Cependant, il ne fallait plus trainer. Les gnolls sont pleutres, mais ils peuvent être nombreux. Et les deux archers avaient bien remarqué le matériel et les chevaux présents.
Ils se remirent donc en route sur des chevaux à peine reposés et atteignirent la ville de Torgrida tard dans la soirée. Tor grida était une cité militaire. Elle se situait entre deux hautes collines, dans la brèche séparant les deux immenses forêts elfiques du Asta It’Zé et du Asta Doreïn Dor.

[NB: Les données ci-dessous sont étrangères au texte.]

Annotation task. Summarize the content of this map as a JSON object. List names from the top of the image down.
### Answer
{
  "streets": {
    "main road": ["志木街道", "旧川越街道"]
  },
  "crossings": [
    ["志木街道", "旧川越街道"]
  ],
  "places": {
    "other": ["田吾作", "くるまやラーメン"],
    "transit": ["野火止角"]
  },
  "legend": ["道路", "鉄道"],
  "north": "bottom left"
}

La ville était le seul passage autorisé par les elfes pour aller vers la cité indépendante de Telakara et les aventuriers devraient ainsi en passer par elle. C’était une cité immense réunissant trois des quatre écoles de guerre du Royaume, et près de cent mille âmes. Même si la forteresse admirait la nation du Rexcan pour ses réussites militaires et ses différentes troupes très spéciales, les corbeaux préférèrent tout de même rester dans ses faubourgs suffisamment peuplés et animés de rondes de gardes. Cependant, rien ne semblait annoncer qu’ils étaient recherchés par les autorités. La chance était-elle de leur côté ? Ils décidèrent de changer leurs chevaux pour des montures plus fraiches et se résignèrent à galoper encore en direction du sud. À la croisée des chemins à l’est de la cité, entre la route vers le sud et celle vers la capitale, ils laissèrent une fausse piste sur quelques lieux et rebroussèrent chemin par la rocaille, encapuchonnés discrètement.

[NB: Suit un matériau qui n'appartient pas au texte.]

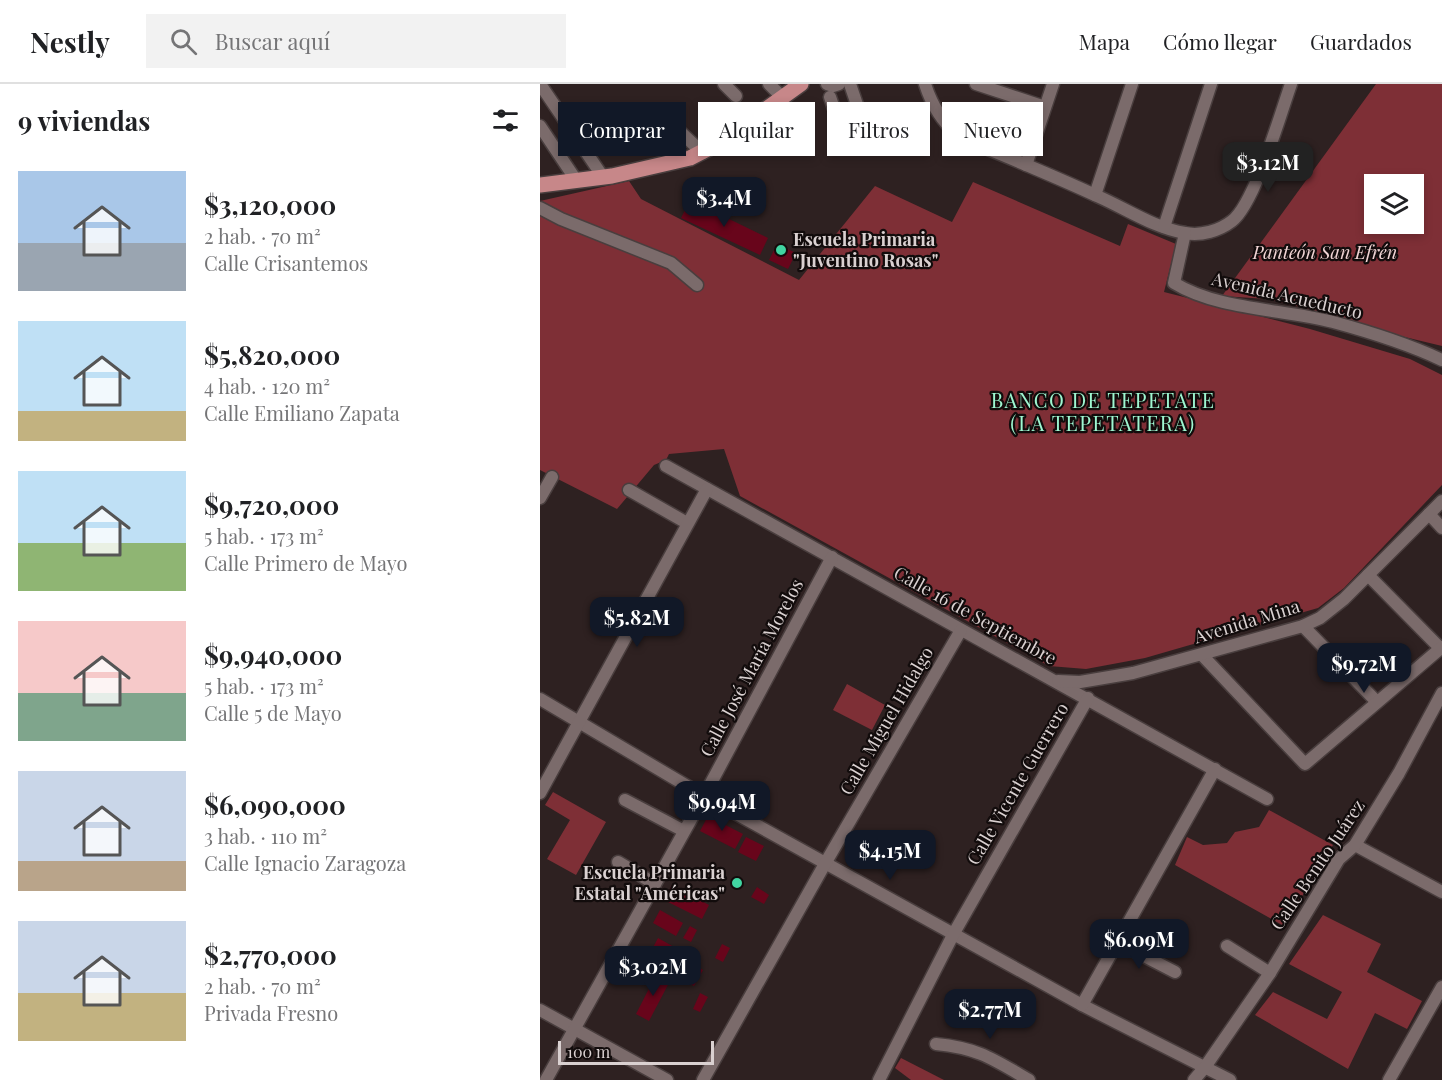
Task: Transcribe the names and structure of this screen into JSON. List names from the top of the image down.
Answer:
{
  "streets": {
    "street": [
      "Avenida Acueducto",
      "Calle 16 de Septiembre",
      "Avenida Mina",
      "Calle José María Morelos",
      "Calle Miguel Hidalgo",
      "Calle Vicente Guerrero",
      "Calle Benito Juárez"
    ]
  },
  "crossings": [
    ["Calle 16 de Septiembre", "Avenida Mina"],
    ["Calle 16 de Septiembre", "Calle José María Morelos"],
    ["Calle 16 de Septiembre", "Calle Miguel Hidalgo"],
    ["Calle 16 de Septiembre", "Calle Vicente Guerrero"]
  ],
  "districts": ["BANCO DE TEPETATE (LA TEPETATERA)"],
  "parks": ["Panteón San Efrén"],
  "places": ["Escuela Primaria \"Juventino Rosas\"", "Escuela Primaria Estatal \"Américas\""],
  "scale_bar": "100 m",
  "page": {
    "header": "Nestly",
    "search": "Buscar aquí",
    "nav": ["Mapa", "Cómo llegar", "Guardados"],
    "heading": "9 viviendas",
    "chip": [
      "Comprar",
      "Alquilar",
      "Filtros",
      "Nuevo"
    ],
    "price": [
      "$3.12M",
      "$3.4M",
      "$5.82M",
      "$9.72M",
      "$9.94M",
      "$4.15M",
      "$6.09M",
      "$3.02M",
      "$2.77M"
    ],
    "list": [
      {
        "name": "$3,120,000",
        "note": "2 hab. · 70 m² · Calle Crisantemos"
      },
      {
        "name": "$5,820,000",
        "note": "4 hab. · 120 m² · Calle Emiliano Zapata"
      },
      {
        "name": "$9,720,000",
        "note": "5 hab. · 173 m² · Calle Primero de Mayo"
      },
      {
        "name": "$9,940,000",
        "note": "5 hab. · 173 m² · Calle 5 de Mayo"
      },
      {
        "name": "$6,090,000",
        "note": "3 hab. · 110 m² · Calle Ignacio Zaragoza"
      },
      {
        "name": "$2,770,000",
        "note": "2 hab. · 70 m² · Privada Fresno"
      }
    ],
    "scale": "100 m"
  }
}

Ce soir-là, ils prirent le temps de se reposer. Ils visitèrent la grande bâtisse qui accueillait les voyageurs. Un lieu où coulait la bière à flot, et où les chambres étaient verrouillées à double tour. L’auberge servait plus de trois cents personnes ce soir-là. Un soir comme tous les autres, assurément. Zim ne put se joindre à aucune troupe de joyeux lurons. Puni, et recherché, il resta avec Juddilth près de sa tente, et attendit que ses compagnons lui apportent la douce et trop courte pinte qui l’emporterait dans les bras de Morphée. Tâh et Fdack en profitèrent pour glaner des informations sur les rumeurs, les histoires et les on-dit arrivant du sud. Une nouvelle fois, ils n’entendirent rien qui les inquiéta.

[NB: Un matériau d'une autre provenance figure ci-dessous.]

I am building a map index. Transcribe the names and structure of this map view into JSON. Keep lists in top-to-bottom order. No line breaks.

La route qui menait à Ator Grida était extrêmement passante, peuplés de garde, de chiens d’Atlar et de marchands en tout genre. Les messagers galopaient dans un sens comme dans l’autre. Il y avait même des aventuriers qui cherchaient à faire fortune. De grandes quantités de bois arrivaient d’Atorgrida, des charrettes de cachaise étaient rangées le long du mur de l’immense auberge qui trônait en haut du promontoire légèrement en retrait de la croisée. L’endroit n’avait pas de nom, mais il grouillait de roublards, de marchands, d’opportunistes et de mercenaires. Les tentes se montaient à perte de vue quand venait le soir. Et au petit jour il n’en restait plus rien.
Nos chers aventuriers reprirent la route très tôt en prenant soin d’acheter un chariot, pour y ranger leur nouvelle tente et soulager le fessier blessé de tâh.
Le voyage s’annonçait sous de bons auspices, même si la chaleur commençait à se faire sentir.